La situazione resta in costante evoluzione e ilanzhe se Zaia, in conferenza stampa a Marghera, escludeva con fermezza minilockdown o zone rosse comunali perché “dal nostro Dipartimento di prevenzione non arrivano richieste in tal senso”, da Roma le proposte del Comitato tecnico scientifico vanno in un’altra direzione.
I suggerimenti degli scienziati (che orientano le decisioni del Cts) se accettati dal ministero della Salute peserebbero parecchio sul Veneto, con mezza Regione che si ritroverebbe nella fascia di massimo rischio, aggiungendo alla chiusura delle scuole (andrebbe chiarito se estesa anche ad asili, materne ed elementari), quella dei bar e dei ristoranti e quella dei negozi, con le solite eccezioni (alimentari, farmacie, tabaccai, edicole, ottici, abbigliamento per bambini, cartolerie, informatica).
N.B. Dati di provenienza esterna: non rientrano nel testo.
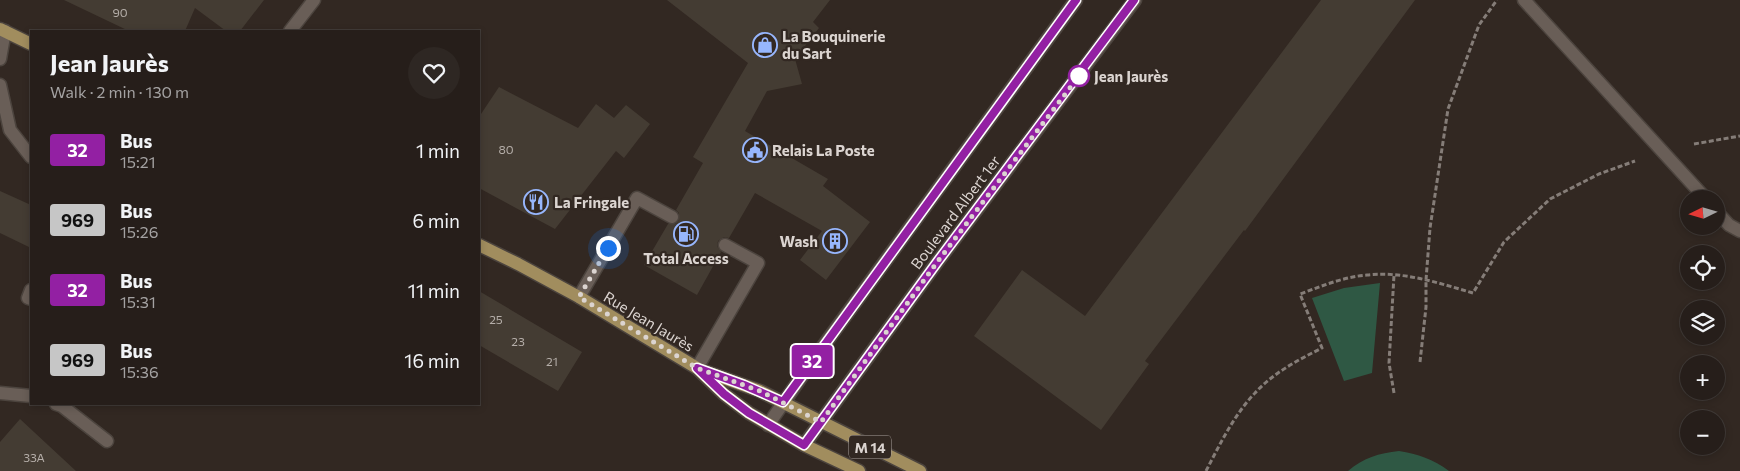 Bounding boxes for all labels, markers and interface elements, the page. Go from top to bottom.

La zona rossa prevede anche il divieto di spostamento dalla propria abitazione, salvo che per dimostrabili motivi di lavoro, necessità o salute.
Per scoraggiare gli assembramenti il Cts avrebbe anche ipotizzato weekend rossi in tutta Italia, dicendo però no ad un lockdown nazionale. Ma le indicazioni del Cts non piacciono a tanti e le due principali associazioni di categoria venete, Confesercenti e Confcommercio rispondono con una voce sola: “A questo punto, chiudete tutto per un mese ma in quei trenta giorni procediamo con una vaccinazione di massa”.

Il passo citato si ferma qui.